- What is needed
Set down exactly the lines below between the line holding "Task: Extract the" and the line holding "Task: Transcribe the", inclusive; no other line belongs in the answer.

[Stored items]
+===+

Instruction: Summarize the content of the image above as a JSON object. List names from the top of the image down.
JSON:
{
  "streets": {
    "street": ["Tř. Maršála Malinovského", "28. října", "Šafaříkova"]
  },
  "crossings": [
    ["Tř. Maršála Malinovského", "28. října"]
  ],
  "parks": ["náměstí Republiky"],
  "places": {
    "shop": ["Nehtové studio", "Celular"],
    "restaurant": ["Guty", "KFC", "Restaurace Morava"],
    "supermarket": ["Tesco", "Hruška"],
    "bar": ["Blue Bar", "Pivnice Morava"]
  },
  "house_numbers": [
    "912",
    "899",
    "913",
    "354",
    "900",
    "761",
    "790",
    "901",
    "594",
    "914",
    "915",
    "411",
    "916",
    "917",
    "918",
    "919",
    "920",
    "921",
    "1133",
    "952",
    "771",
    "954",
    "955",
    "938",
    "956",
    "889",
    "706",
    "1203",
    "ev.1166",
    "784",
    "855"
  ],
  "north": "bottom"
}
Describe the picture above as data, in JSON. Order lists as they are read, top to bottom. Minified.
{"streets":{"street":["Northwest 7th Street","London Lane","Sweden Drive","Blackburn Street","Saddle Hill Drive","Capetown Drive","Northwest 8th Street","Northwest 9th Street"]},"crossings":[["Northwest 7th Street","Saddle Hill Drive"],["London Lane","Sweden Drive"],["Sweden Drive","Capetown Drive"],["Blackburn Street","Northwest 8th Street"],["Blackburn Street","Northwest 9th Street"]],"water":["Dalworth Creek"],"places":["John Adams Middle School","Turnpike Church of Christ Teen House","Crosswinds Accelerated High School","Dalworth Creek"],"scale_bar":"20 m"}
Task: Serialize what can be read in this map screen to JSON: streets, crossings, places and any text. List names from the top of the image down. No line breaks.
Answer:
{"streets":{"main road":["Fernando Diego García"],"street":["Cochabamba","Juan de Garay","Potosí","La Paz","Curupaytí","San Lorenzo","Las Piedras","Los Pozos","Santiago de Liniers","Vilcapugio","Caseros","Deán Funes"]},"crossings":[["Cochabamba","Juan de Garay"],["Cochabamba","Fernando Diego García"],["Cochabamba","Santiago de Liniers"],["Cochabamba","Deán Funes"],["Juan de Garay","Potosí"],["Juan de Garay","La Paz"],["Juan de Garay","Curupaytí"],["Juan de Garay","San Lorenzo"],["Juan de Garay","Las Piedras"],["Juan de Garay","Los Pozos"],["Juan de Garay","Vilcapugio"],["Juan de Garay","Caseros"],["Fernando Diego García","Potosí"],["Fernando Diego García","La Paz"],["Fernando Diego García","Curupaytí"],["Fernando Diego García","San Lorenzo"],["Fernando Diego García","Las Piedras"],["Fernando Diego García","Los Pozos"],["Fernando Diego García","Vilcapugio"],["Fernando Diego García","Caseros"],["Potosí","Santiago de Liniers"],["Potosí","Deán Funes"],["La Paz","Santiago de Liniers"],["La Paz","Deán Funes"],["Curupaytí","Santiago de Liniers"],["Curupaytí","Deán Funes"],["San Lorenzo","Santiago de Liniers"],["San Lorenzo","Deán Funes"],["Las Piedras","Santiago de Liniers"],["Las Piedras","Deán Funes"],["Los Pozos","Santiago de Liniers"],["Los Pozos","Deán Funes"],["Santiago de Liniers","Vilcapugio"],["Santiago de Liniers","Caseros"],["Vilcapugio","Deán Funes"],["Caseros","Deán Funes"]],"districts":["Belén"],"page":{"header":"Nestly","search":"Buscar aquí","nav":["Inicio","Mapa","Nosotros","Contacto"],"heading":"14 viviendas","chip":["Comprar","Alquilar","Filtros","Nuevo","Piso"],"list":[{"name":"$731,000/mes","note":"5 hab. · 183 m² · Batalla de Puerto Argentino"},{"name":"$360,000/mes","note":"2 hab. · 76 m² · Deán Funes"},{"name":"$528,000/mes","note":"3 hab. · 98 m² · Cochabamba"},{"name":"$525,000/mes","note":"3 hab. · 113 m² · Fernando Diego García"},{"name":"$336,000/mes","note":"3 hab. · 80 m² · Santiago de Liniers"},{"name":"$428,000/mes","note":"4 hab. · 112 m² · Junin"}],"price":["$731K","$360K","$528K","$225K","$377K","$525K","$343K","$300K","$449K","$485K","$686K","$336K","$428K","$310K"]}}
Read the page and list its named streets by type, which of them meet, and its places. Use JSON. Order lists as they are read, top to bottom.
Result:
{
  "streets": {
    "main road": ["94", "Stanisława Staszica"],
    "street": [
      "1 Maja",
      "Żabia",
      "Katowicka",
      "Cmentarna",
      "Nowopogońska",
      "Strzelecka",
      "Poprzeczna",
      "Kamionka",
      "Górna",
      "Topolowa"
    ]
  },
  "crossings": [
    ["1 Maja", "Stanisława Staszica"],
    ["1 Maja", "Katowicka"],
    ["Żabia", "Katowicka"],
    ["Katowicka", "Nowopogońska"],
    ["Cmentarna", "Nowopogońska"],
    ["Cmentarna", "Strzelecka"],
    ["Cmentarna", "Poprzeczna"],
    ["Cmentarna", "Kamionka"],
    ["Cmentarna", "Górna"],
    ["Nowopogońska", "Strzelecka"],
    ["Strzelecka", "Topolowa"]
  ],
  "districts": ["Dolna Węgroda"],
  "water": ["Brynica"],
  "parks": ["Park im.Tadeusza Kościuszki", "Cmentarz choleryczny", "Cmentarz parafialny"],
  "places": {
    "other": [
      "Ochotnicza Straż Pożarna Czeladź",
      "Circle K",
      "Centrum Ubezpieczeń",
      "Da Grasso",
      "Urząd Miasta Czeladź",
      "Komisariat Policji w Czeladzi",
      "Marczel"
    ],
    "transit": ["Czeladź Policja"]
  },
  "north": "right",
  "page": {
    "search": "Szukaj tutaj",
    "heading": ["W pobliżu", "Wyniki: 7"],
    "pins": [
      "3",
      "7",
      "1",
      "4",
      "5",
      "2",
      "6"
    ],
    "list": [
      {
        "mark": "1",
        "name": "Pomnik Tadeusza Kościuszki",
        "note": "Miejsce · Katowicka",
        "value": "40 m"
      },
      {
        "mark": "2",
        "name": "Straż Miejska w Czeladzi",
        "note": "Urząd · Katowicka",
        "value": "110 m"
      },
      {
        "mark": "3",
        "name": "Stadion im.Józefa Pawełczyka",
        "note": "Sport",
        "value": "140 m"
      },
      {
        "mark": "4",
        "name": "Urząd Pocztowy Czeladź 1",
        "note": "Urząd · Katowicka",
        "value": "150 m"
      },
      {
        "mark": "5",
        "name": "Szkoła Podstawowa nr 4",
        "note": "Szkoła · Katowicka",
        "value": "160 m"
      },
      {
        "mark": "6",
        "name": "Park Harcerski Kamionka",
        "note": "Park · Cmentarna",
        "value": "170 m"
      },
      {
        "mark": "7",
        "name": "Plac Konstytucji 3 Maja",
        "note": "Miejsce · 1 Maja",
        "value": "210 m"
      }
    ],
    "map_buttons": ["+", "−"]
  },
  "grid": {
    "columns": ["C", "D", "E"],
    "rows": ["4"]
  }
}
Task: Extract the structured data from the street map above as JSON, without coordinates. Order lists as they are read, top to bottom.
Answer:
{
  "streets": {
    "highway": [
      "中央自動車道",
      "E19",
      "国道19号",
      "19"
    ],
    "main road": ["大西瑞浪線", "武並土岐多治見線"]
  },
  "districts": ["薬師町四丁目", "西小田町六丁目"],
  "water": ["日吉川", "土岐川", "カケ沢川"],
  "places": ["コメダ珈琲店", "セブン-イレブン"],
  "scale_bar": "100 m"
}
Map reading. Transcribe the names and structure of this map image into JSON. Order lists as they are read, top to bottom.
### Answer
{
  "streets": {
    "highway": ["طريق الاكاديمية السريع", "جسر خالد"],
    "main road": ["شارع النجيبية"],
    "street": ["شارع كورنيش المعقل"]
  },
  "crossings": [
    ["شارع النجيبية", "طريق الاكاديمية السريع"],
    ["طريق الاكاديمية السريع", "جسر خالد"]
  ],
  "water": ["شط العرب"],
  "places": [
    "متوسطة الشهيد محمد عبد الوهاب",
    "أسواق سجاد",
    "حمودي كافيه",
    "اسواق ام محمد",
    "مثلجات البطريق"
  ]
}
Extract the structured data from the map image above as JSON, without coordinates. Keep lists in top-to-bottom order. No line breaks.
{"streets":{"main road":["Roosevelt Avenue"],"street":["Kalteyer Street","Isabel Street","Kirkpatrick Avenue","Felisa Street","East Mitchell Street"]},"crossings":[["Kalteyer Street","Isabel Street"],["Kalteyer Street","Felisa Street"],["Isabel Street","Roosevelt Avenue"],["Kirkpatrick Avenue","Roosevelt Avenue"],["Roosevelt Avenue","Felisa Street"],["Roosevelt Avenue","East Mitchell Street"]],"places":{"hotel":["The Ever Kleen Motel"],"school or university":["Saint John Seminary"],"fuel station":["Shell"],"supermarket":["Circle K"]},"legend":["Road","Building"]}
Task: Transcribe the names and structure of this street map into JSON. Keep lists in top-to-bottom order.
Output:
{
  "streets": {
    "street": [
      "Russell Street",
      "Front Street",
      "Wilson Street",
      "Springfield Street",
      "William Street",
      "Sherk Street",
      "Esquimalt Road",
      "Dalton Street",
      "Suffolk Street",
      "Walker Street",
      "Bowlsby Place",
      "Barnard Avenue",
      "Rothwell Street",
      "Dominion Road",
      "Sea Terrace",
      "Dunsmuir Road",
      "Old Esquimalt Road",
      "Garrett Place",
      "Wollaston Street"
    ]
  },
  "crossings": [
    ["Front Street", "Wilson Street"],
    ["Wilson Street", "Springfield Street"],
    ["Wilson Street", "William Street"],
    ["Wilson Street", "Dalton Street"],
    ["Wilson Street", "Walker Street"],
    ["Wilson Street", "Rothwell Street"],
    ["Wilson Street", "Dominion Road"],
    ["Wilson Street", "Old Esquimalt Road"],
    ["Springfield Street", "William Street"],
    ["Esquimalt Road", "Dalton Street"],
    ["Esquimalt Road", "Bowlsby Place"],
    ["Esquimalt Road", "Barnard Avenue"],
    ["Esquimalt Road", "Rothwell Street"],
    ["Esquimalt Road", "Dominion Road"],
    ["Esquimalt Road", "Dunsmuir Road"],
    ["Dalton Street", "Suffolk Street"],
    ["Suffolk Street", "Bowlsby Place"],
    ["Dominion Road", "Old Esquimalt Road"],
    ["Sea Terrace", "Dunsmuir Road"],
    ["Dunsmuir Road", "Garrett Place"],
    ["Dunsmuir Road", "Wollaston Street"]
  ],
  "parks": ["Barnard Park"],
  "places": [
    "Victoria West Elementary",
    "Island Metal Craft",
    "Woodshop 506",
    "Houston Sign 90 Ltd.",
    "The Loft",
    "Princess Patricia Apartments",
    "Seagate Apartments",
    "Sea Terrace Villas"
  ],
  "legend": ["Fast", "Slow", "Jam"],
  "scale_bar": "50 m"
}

+===+

- Finished exercise
Task: Extract the structured data from the street map above as JSON, without coordinates. Order lists as they are read, top to bottom.
Answer:
{
  "streets": {
    "highway": [
      "中央自動車道",
      "E19",
      "国道19号",
      "19"
    ],
    "main road": ["大西瑞浪線", "武並土岐多治見線"]
  },
  "districts": ["薬師町四丁目", "西小田町六丁目"],
  "water": ["日吉川", "土岐川", "カケ沢川"],
  "places": ["コメダ珈琲店", "セブン-イレブン"],
  "scale_bar": "100 m"
}
Map reading. Transcribe the names and structure of this map image into JSON. Order lists as they are read, top to bottom.
### Answer
{
  "streets": {
    "highway": ["طريق الاكاديمية السريع", "جسر خالد"],
    "main road": ["شارع النجيبية"],
    "street": ["شارع كورنيش المعقل"]
  },
  "crossings": [
    ["شارع النجيبية", "طريق الاكاديمية السريع"],
    ["طريق الاكاديمية السريع", "جسر خالد"]
  ],
  "water": ["شط العرب"],
  "places": [
    "متوسطة الشهيد محمد عبد الوهاب",
    "أسواق سجاد",
    "حمودي كافيه",
    "اسواق ام محمد",
    "مثلجات البطريق"
  ]
}
Extract the structured data from the map image above as JSON, without coordinates. Keep lists in top-to-bottom order. No line breaks.
{"streets":{"main road":["Roosevelt Avenue"],"street":["Kalteyer Street","Isabel Street","Kirkpatrick Avenue","Felisa Street","East Mitchell Street"]},"crossings":[["Kalteyer Street","Isabel Street"],["Kalteyer Street","Felisa Street"],["Isabel Street","Roosevelt Avenue"],["Kirkpatrick Avenue","Roosevelt Avenue"],["Roosevelt Avenue","Felisa Street"],["Roosevelt Avenue","East Mitchell Street"]],"places":{"hotel":["The Ever Kleen Motel"],"school or university":["Saint John Seminary"],"fuel station":["Shell"],"supermarket":["Circle K"]},"legend":["Road","Building"]}
Task: Transcribe the names and structure of this street map into JSON. Keep lists in top-to-bottom order.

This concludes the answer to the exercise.